Department of Biomedical Informatics, Vanderbilt University School of Medicine, Nashville, Tennessee, United States of America.
PLoS One. 2012;7(5):e37595. doi: 10.1371/journal.pone.0037595. Epub 2012 May 18.
Pathway analysis of a set of genes represents an important area in large-scale omic data analysis. However, the application of traditional pathway enrichment methods to next-generation sequencing (NGS) data is prone to several potential biases, including genomic/genetic factors (e.g., the particular disease and gene length) and environmental factors (e.g., personal life-style and frequency and dosage of exposure to mutagens). Therefore, novel methods are urgently needed for these new data types, especially for individual-specific genome data.
In this study, we proposed a novel method for the pathway analysis of NGS mutation data by explicitly taking into account the gene-wise mutation rate. We estimated the gene-wise mutation rate based on the individual-specific background mutation rate along with the gene length. Taking the mutation rate as a weight for each gene, our weighted resampling strategy builds the null distribution for each pathway while matching the gene length patterns. The empirical P value obtained then provides an adjusted statistical evaluation.
PRINCIPAL FINDINGS/CONCLUSIONS: We demonstrated our weighted resampling method to a lung adenocarcinomas dataset and a glioblastoma dataset, and compared it to other widely applied methods. By explicitly adjusting gene-length, the weighted resampling method performs as well as the standard methods for significant pathways with strong evidence. Importantly, our method could effectively reject many marginally significant pathways detected by standard methods, including several long-gene-based, cancer-unrelated pathways. We further demonstrated that by reducing such biases, pathway crosstalk for each individual and pathway co-mutation map across multiple individuals can be objectively explored and evaluated. This method performs pathway analysis in a sample-centered fashion, and provides an alternative way for accurate analysis of cancer-personalized genomes. It can be extended to other types of genomic data (genotyping and methylation) that have similar bias problems.
一组基因的通路分析是大规模组学数据分析中的一个重要领域。
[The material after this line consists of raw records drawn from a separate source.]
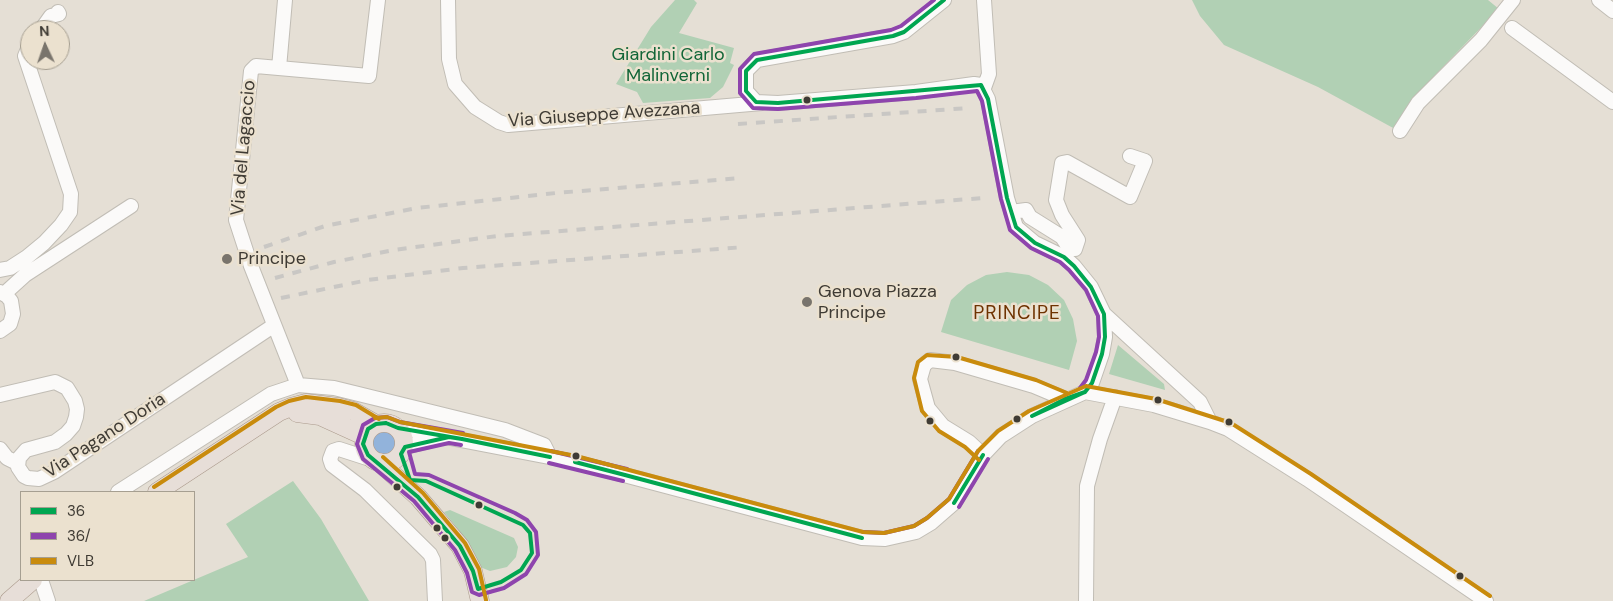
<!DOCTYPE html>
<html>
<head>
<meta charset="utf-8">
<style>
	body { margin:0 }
	#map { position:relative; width:1613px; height:601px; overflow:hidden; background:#e5dfd5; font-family:"DM Sans",sans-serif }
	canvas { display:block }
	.legend { position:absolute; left:20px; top:491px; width:175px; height:90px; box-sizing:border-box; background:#ebe1cf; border:1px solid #a69f91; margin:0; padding:6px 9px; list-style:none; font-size:15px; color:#3f3b34 }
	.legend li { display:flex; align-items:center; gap:10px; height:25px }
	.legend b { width:25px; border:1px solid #a69f91 }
	.north { position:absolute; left:20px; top:20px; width:50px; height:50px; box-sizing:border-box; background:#ebe1cf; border:1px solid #a69f91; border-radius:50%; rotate:357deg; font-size:14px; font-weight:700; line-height:20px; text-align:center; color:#3f3b34 }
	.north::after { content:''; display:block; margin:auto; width:18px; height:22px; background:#79746c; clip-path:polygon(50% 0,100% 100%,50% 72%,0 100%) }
</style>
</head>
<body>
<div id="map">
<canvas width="1613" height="601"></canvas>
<ul class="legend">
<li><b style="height:6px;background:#00a651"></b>36</li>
<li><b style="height:6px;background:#8e44ad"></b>36/</li>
<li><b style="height:6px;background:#c98b0d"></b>VLB</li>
</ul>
<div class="north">N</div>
</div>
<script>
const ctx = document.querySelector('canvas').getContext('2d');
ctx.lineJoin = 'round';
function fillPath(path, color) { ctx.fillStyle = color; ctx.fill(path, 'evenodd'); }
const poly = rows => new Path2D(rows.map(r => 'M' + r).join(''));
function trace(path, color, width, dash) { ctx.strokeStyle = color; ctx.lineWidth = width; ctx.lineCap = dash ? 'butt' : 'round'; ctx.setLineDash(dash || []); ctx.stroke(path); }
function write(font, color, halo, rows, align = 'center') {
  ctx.font = font + ' "DM Sans",sans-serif'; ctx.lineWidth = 5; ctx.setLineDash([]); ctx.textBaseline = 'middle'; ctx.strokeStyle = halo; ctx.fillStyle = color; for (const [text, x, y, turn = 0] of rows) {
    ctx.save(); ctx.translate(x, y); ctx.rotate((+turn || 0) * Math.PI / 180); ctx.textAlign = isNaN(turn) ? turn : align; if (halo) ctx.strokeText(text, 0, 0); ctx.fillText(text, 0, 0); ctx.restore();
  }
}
const green = poly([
	[675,0,694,0,697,3,679,33,734,48,730,63,734,65,723,87,710,98,643,103,637,92,616,84,651,27],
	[1192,0,1488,0,1499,9,1435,75,1395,129,1318,87,1224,45,1200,16],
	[1007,272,1029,275,1048,285,1064,300,1073,319,1077,341,1069,370,941,332,951,300,967,285,986,275],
	[1118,345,1164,384,1165,390,1109,374],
	[293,481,321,519,369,601,144,601,248,557,226,524],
	[450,510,514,538,518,547,516,557,507,567,490,571,480,567,458,529,444,512]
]);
const water = poly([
	'370 442a14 14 0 1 1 28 0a14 14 0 1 1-28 0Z'
]);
const minor = poly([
	[448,0,449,59,455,84,475,107,499,122,508,125,762,103],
	[944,0,904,32,893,36,757,60,746,71,746,91,756,102,778,103,916,92,974,84,981,85,988,99,1007,198,1016,227,1035,243,1064,257,1074,266,1091,287,1104,314,1105,337,1102,354,1092,383,1085,392],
	[984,0,989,74,984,88],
	[1599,0,1613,11],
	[1512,28,1613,102],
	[41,30,51,16,59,14,58,12],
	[279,68,285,0],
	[1400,131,1418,103,1481,40,1513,0],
	[1011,212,1026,210,1030,217,1062,237,1070,249,1075,249,1078,240,1062,215,1056,200,1062,163,1067,162,1130,197,1145,161,1130,156],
	[0,270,10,268,27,257,44,243,61,225,70,212,71,194,25,56,30,44],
	[0,292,7,296,11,301,13,314,10,324,0,331],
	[4,294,25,275,131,206],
	[1104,314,1200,402,1210,422],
	[298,385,251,266,236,220,251,71,256,66,369,76,378,0],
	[1085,392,1154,405,1210,422,1228,429,1307,479,1486,601],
	[0,395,55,382,67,388,75,401,77,409,76,417,73,426,66,434,55,442,26,450,19,458,18,467,24,476,28,478,39,479,54,472,273,326],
	[398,428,575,462,862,538,885,539,916,532,931,523,954,503,983,455,1001,436,1032,416,1085,392],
	[405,447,441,438],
	[0,449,7,458,17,463],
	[983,455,969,442,943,426,928,408,920,379,924,365,930,360,955,363,1034,386,1065,399],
	[373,460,339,449,333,451,330,459,332,465,365,490,430,554,433,560,435,601],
	[118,492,271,394,298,385,334,388,505,430,544,445,550,457],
	[41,580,48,601],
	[1086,601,1087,486,1100,439,1115,397]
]);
const major = poly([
	[297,413,320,416,364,436],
	'364 443a20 20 0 1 1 40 0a20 20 0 1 1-40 0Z',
	[379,462,418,497,460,546,473,571,480,601],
	[157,492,279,412,291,407,306,403,338,407,353,411,376,424],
	[9,601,33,580]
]);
const rail = poly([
	[738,124,968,108],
	[264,247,325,226,417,208,556,193,741,178],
	[275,278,334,262,394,250,497,236,983,198],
	[281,298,368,280,463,268,745,247]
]);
const bus1 = poly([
	[944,0,904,32,893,36,757,60,746,71,746,91,756,102,778,103,981,85,988,99,1007,198,1016,227,1035,243,1064,257,1074,266,1091,287,1104,314,1105,337,1102,354,1092,383,1085,392],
	[1085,392,1032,416,1065,399,1085,392],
	[386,423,398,428,462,439,449,437,405,447,401,454,410,480,426,481,523,525,530,533,532,553,521,570,501,582,478,589,473,571,460,546,418,497,368,455,363,444,368,429,376,424,386,423],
	[462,439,550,457],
	[462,439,550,457],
	[575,462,625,475],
	[625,475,862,538],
	[625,475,862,538],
	[954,503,983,455],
	[954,503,983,455]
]);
const bus2 = poly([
	[934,0,901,26,891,30,754,54,740,69,740,93,753,108,778,109,916,98,977,91,982,101,1001,199,1010,230,1031,248,1060,262,1069,270,1086,290,1098,316,1099,337,1096,352,1086,380,1080,388],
	[461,445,449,443,409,452,415,474,429,475,515,513,527,520,536,532,538,555,526,574,504,588,479,595,472,592,467,573,455,550,414,501,363,459,357,444,363,425,375,418,387,417,400,422,463,433],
	[551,451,627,469],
	[549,463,623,481],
	[959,507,988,459],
	[863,532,884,533,914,526,927,518,949,499,978,451]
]);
const bus3 = poly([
	[375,418,387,417,400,422,576,456,863,532,884,533,914,526,927,518,949,499,978,451,998,431,1029,411,1086,386,1156,399,1231,423,1311,474,1490,596],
	[383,457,423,493,465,543,479,569,486,600],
	[979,460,965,447,939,431,922,411,914,378,918,362,927,355,957,357,1036,380,1067,393],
	[154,487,276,407,289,401,306,397,340,401,356,405,379,419]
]);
const markers = [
	[807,100,4.5,"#3f3b34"],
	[227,259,6,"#79746c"],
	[807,302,6,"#79746c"],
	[956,357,4.5,"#3f3b34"],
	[1158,400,4.5,"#3f3b34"],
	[1017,419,4.5,"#3f3b34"],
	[930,421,4.5,"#3f3b34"],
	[1229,422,4.5,"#3f3b34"],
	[576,456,4.5,"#3f3b34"],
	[397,487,4.5,"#3f3b34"],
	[479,505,4.5,"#3f3b34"],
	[437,528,4.5,"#3f3b34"],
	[445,538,4.5,"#3f3b34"],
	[1460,576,4.5,"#3f3b34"]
];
const parkNames = [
	["Giardini Carlo",668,55],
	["Malinverni",668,76]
];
const streetNames = [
	["Via Giuseppe Avezzana",604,115,-4],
	["Via del Lagaccio",244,148,-85],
	["Via Pagano Doria",105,436,-33]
];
const poiNames = [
	["Principe",238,259],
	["Genova Piazza",818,292],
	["Principe",818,313]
];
const neighbourhoodNames = [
	["PRINCIPE",1017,314]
];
fillPath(green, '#b1d0b4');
fillPath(water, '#92b3db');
trace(minor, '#c1bdb5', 16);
trace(major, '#ab9a8c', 19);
trace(minor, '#fbfaf9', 14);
trace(major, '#e7ded8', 18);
trace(rail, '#c9c7c4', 4, [9, 9]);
trace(bus1, '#00a651', 4);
trace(bus2, '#8e44ad', 4);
trace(bus3, '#c98b0d', 4);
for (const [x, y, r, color] of markers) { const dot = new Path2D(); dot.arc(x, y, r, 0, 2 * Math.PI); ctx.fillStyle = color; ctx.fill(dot); trace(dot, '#ebe1cf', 2); }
write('18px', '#116537', '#ebe1cf', parkNames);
write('18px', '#3f3b34', '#ebe1cf', streetNames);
write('18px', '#3f3b34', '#ebe1cf', poiNames, 'left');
ctx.letterSpacing = '1px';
write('19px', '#6e3301', '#ebe1cf', neighbourhoodNames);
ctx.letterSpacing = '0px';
</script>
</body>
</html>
然而,传统的通路富集方法在应用于下一代测序(NGS)数据时容易受到几个潜在的偏差的影响,包括基因组/遗传因素(例如,特定疾病和基因长度)和环境因素(例如,个人生活方式和接触诱变剂的频率和剂量)。因此,这些新的数据类型,特别是针对个体特定的基因组数据,迫切需要新的方法。
在这项研究中,我们提出了一种新的方法,通过明确考虑基因的突变率,对 NGS 突变数据进行通路分析。我们基于个体特定的背景突变率以及基因长度来估计基因的突变率。通过将突变率作为每个基因的权重,我们的加权重抽样策略在匹配基因长度模式的同时,为每个通路构建了零分布。然后,通过获得的经验 P 值提供了调整后的统计评估。
主要发现/结论:我们将加权重抽样方法应用于肺腺癌数据集和胶质母细胞瘤数据集,并将其与其他广泛应用的方法进行了比较。通过明确调整基因长度,加权重抽样方法在具有强证据的显著通路中表现得与标准方法一样好。重要的是,我们的方法可以有效地拒绝标准方法检测到的许多边缘显著通路,包括几个基于长基因的、与癌症无关的通路。我们进一步证明,通过减少这种偏差,可以客观地探索和评估每个个体的通路串扰和多个个体的通路共突变图谱。该方法以样本为中心进行通路分析,为准确分析癌症个体化基因组提供了一种替代方法。它可以扩展到具有类似偏差问题的其他类型的基因组数据(基因分型和甲基化)。